Now, the two sisters are gearing up for their first wedding celebration since that fateful night. The big event is scheduled for Friday.
“This is our passion,” Tsoumbanos said. “We love this industry. We had no doubt we wanted to rebuild.”
The sisters said their new facility cost $7 million. Much of the expense was covered by insurance, but they said they wanted to make the new building bigger, beyond what the policy would cover. The old facility was about 16,000 square feet in size. This one, they said, is 25,000.
One of the biggest differences: The new function hall can accommodate two weddings, while the old building could only handle one at a time. One of the new ballrooms can accommodate as many as 165 people, while the other has room for 400. (The rooms can also be combined for as many as 500 guests.)
Each of the ballrooms, Kapourelakos said, has a private entrance, bridal suite, cocktail area, and outdoor deck.

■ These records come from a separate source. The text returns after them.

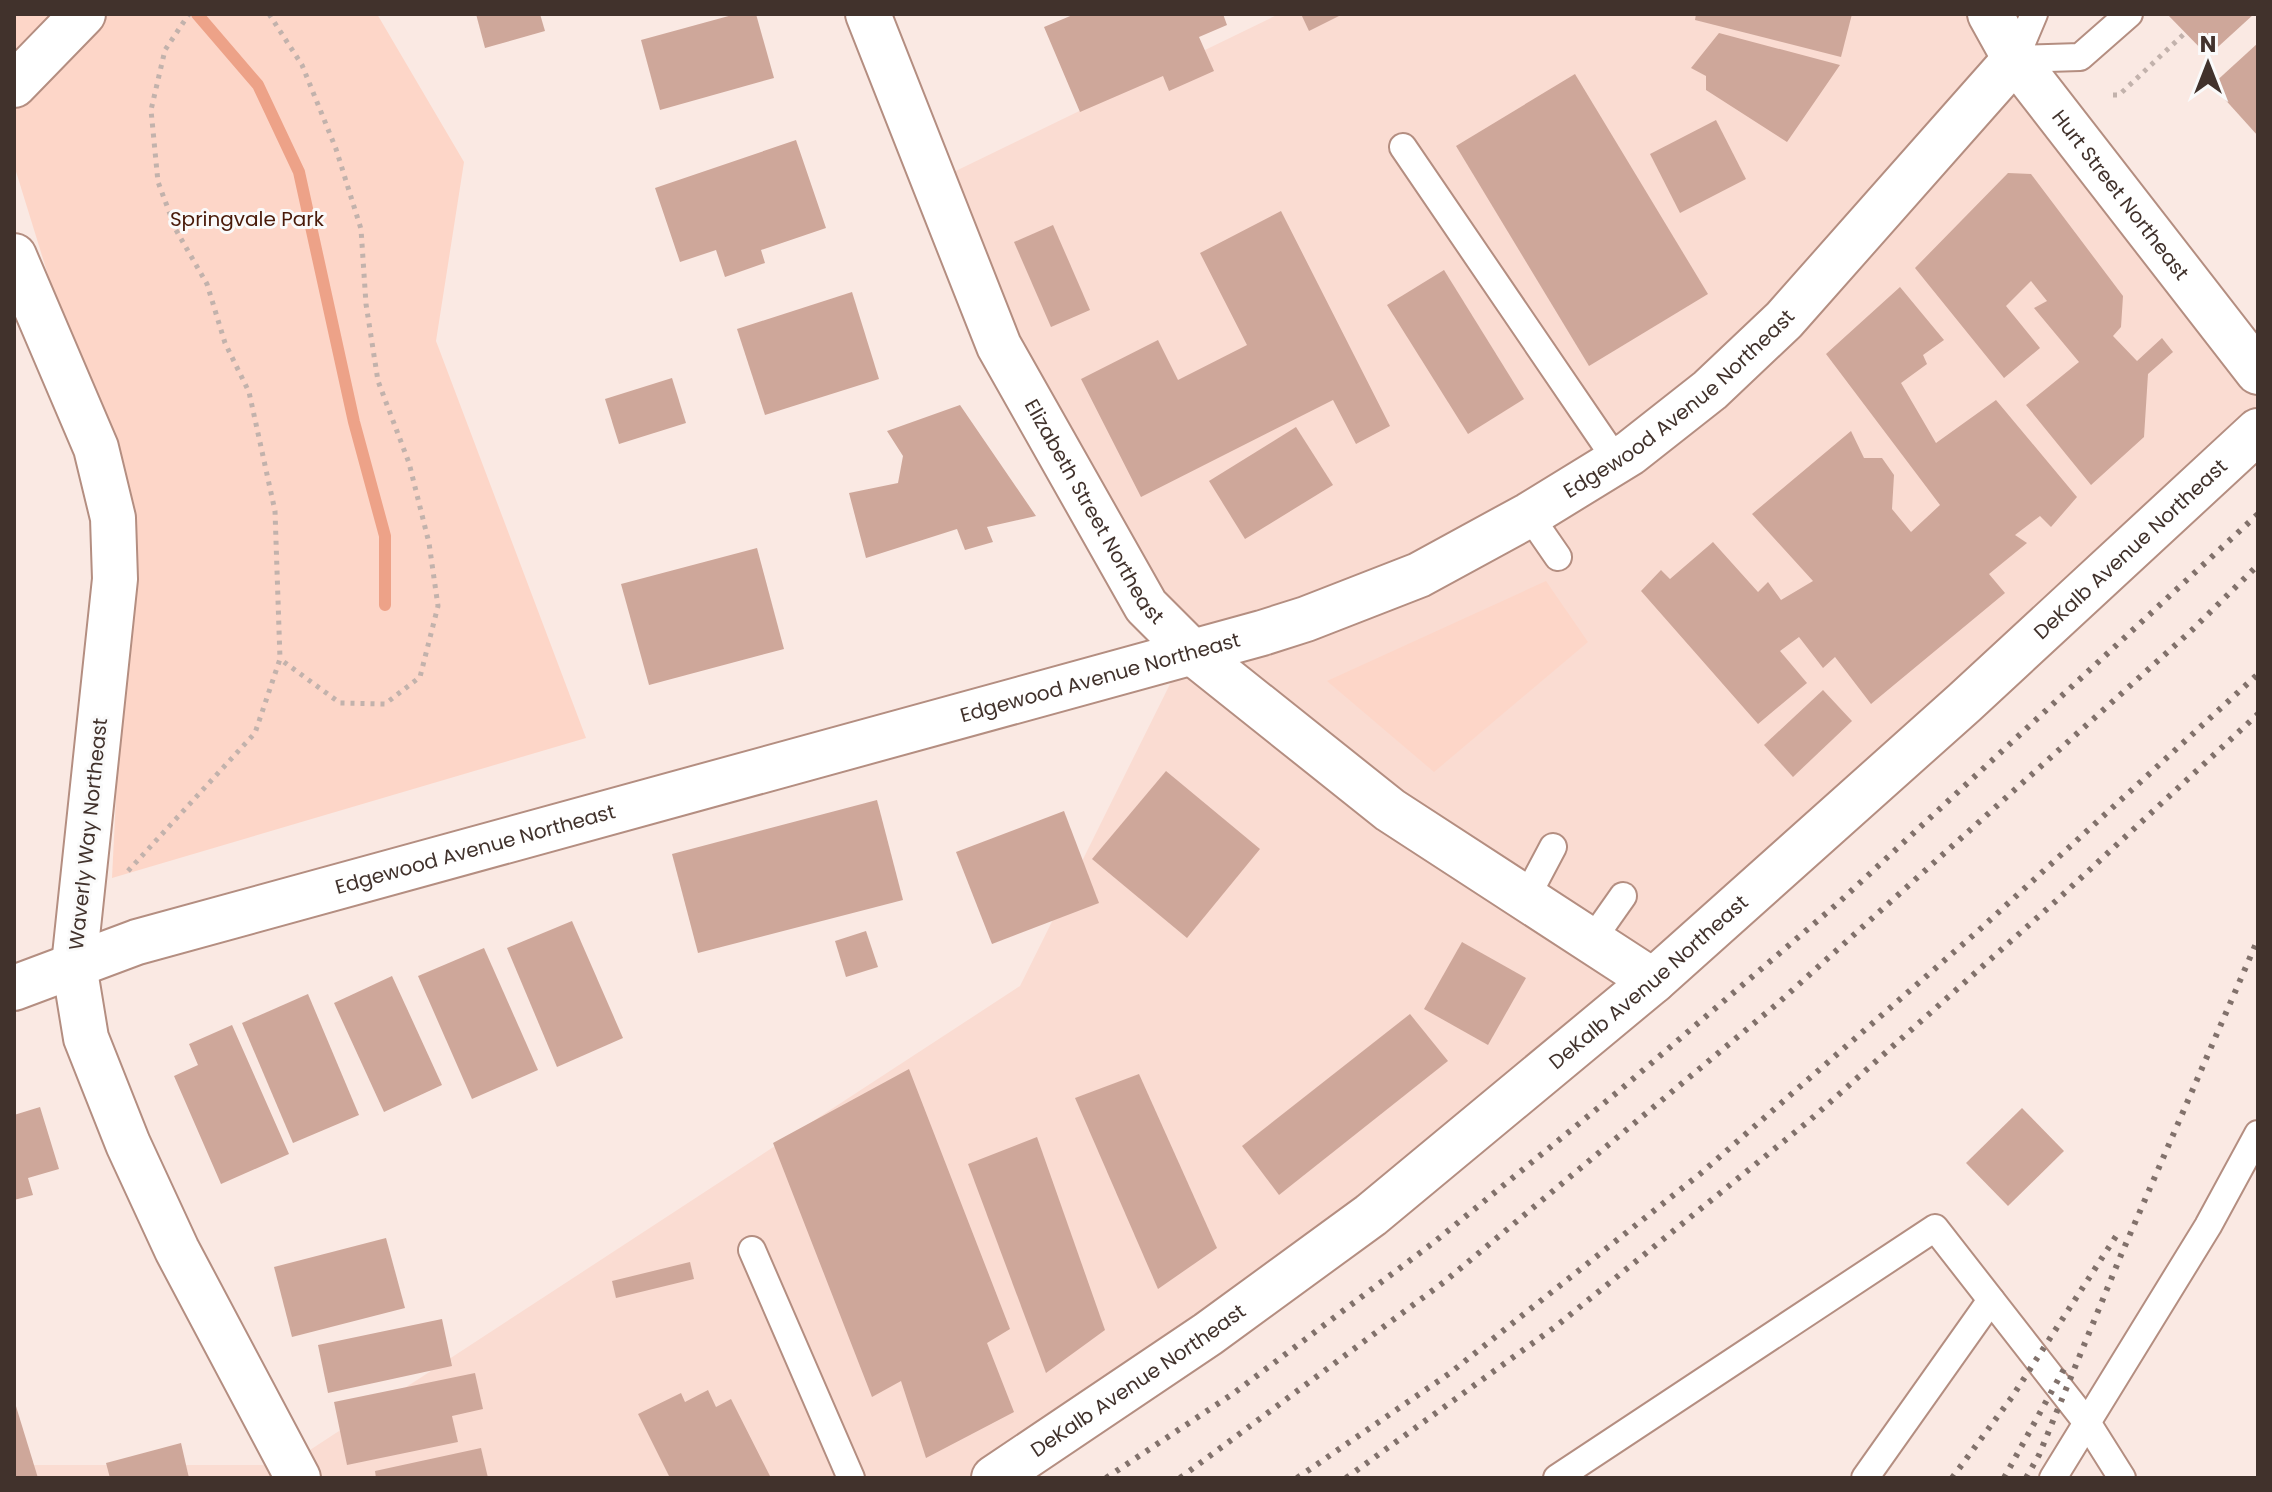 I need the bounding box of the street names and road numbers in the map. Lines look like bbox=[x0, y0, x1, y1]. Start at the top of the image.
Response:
street label: Hurt Street Northeast bbox=[2045, 104, 2196, 286]
street label: Edgewood Avenue Northeast bbox=[1558, 303, 1801, 505]
street label: Elizabeth Street Northeast bbox=[1018, 394, 1170, 630]
street label: DeKalb Avenue Northeast bbox=[2027, 452, 2233, 646]
street label: Edgewood Avenue Northeast bbox=[957, 626, 1243, 729]
street label: Waverly Way Northeast bbox=[62, 717, 114, 951]
street label: Edgewood Avenue Northeast bbox=[332, 797, 618, 901]
street label: DeKalb Avenue Northeast bbox=[1543, 889, 1754, 1076]
street label: DeKalb Avenue Northeast bbox=[1025, 1297, 1251, 1464] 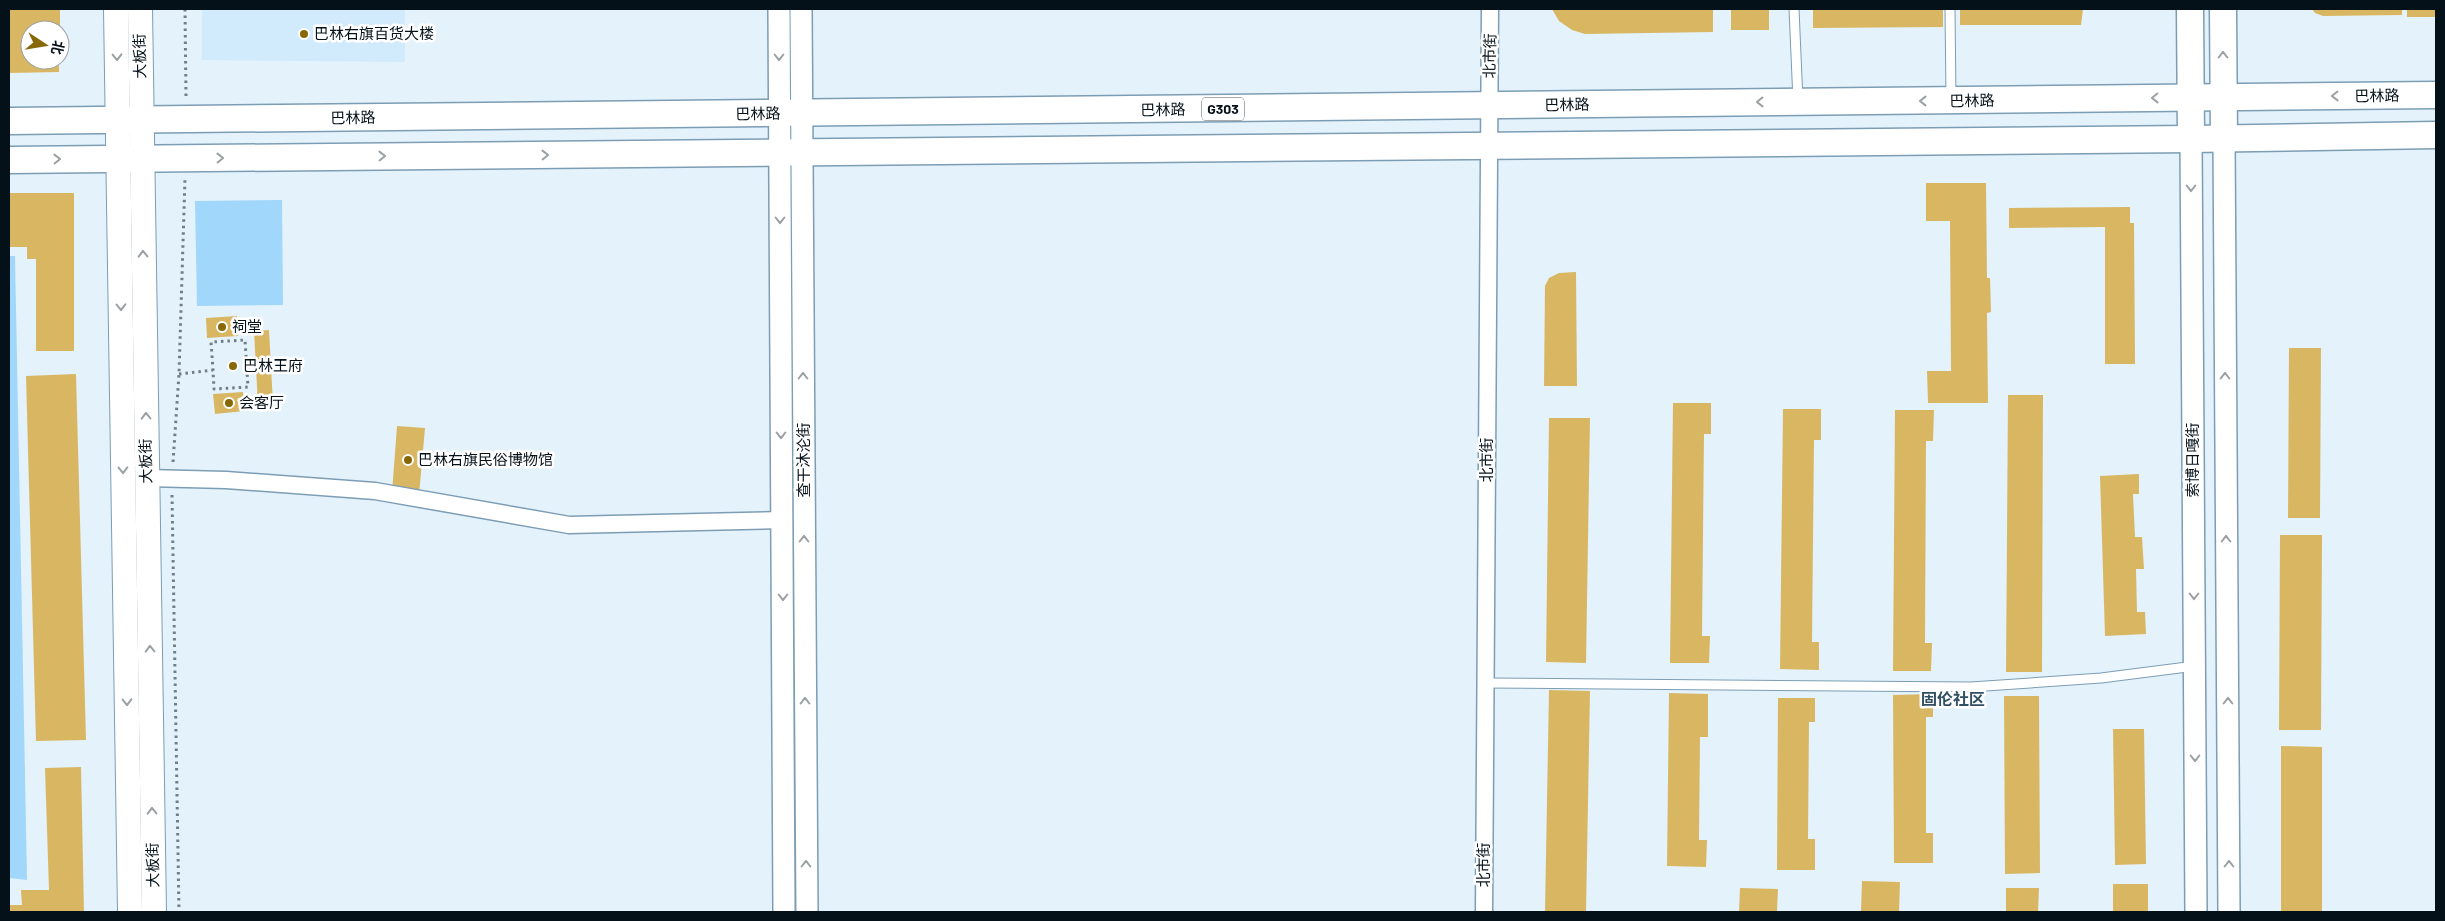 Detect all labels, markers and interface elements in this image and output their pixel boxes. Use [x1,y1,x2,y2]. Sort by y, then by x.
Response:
north arrow [20,20,70,70]
place label: 巴林右旗百货大楼 [314,24,434,42]
marker: 巴林右旗百货大楼 [298,28,310,40]
street label: 大板街 [130,33,148,79]
street label: 北市街 [1480,33,1498,79]
text: 北 [48,39,68,56]
one-way arrow [2218,51,2228,58]
one-way arrow [112,54,122,62]
one-way arrow [774,54,784,62]
street label: 巴林路 [2354,86,2400,104]
street label: 巴林路 [1949,91,1995,109]
one-way arrow [2331,91,2338,101]
one-way arrow [2151,93,2159,104]
street label: 巴林路 [1544,95,1590,113]
one-way arrow [1918,96,1926,106]
one-way arrow [1756,97,1764,108]
road number: G303 [1202,98,1244,120]
street label: 巴林路 [1140,100,1186,118]
street label: 巴林路 [735,104,781,122]
street label: 巴林路 [330,108,376,126]
one-way arrow [542,150,549,160]
one-way arrow [379,151,387,161]
one-way arrow [216,153,224,163]
one-way arrow [54,154,62,164]
one-way arrow [2186,184,2196,192]
one-way arrow [775,216,785,224]
one-way arrow [138,249,148,257]
one-way arrow [116,304,126,312]
place label: 祠堂 [232,317,262,335]
marker: 祠堂 [216,321,228,333]
place label: 巴林王府 [243,356,303,374]
marker: 巴林王府 [227,360,239,372]
one-way arrow [798,372,808,380]
one-way arrow [2220,372,2230,380]
place label: 会客厅 [239,393,284,411]
marker: 会客厅 [223,397,235,409]
one-way arrow [141,412,151,420]
street label: 查干沐沦街 [794,422,812,498]
street label: 索博日嘎街 [2183,422,2201,498]
one-way arrow [776,431,787,439]
street label: 北市街 [1477,437,1495,483]
street label: 大板街 [136,438,154,484]
place label: 巴林右旗民俗博物馆 [418,450,553,468]
marker: 巴林右旗民俗博物馆 [402,454,414,466]
one-way arrow [118,466,129,474]
one-way arrow [799,534,809,542]
one-way arrow [2221,534,2231,542]
one-way arrow [2189,592,2199,600]
one-way arrow [777,594,788,602]
one-way arrow [144,644,155,652]
district label: 固伦社区 [1921,689,1985,708]
one-way arrow [800,697,810,704]
one-way arrow [2223,697,2233,704]
one-way arrow [122,699,132,707]
one-way arrow [2190,754,2200,762]
one-way arrow [147,807,157,814]
street label: 大板街 [143,842,161,888]
street label: 北市街 [1474,842,1492,888]
one-way arrow [801,859,811,867]
one-way arrow [2224,859,2234,867]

The old building was a retrofitted ballroom-dancing hall. But this time around, the sisters were able to tailor the structure for their specific needs.
“We made every decision about the design and features about the new venue with the brides and grooms in mind,” Kapourelakos said. “It still has the high ceilings [but] it’s more modern right now. . . . We changed to an all-white decor so our venue would be like a blank canvas for the brides to decorate with their own special touches.”
Architect Lou Allevato said he aimed for a simple design without many flourishes. He also envisioned a building that would impress brides, grooms, and their parties as they pulled up for the big event.
“To see it rising from what were the ashes of that devastating event, it’s really quite fulfilling,” said Allevato, whose firm, Allevato Architects Inc., is based in Franklin. “Anastasia and Natalia were absolutely committed to making one of the best wedding venues in this part of the country.”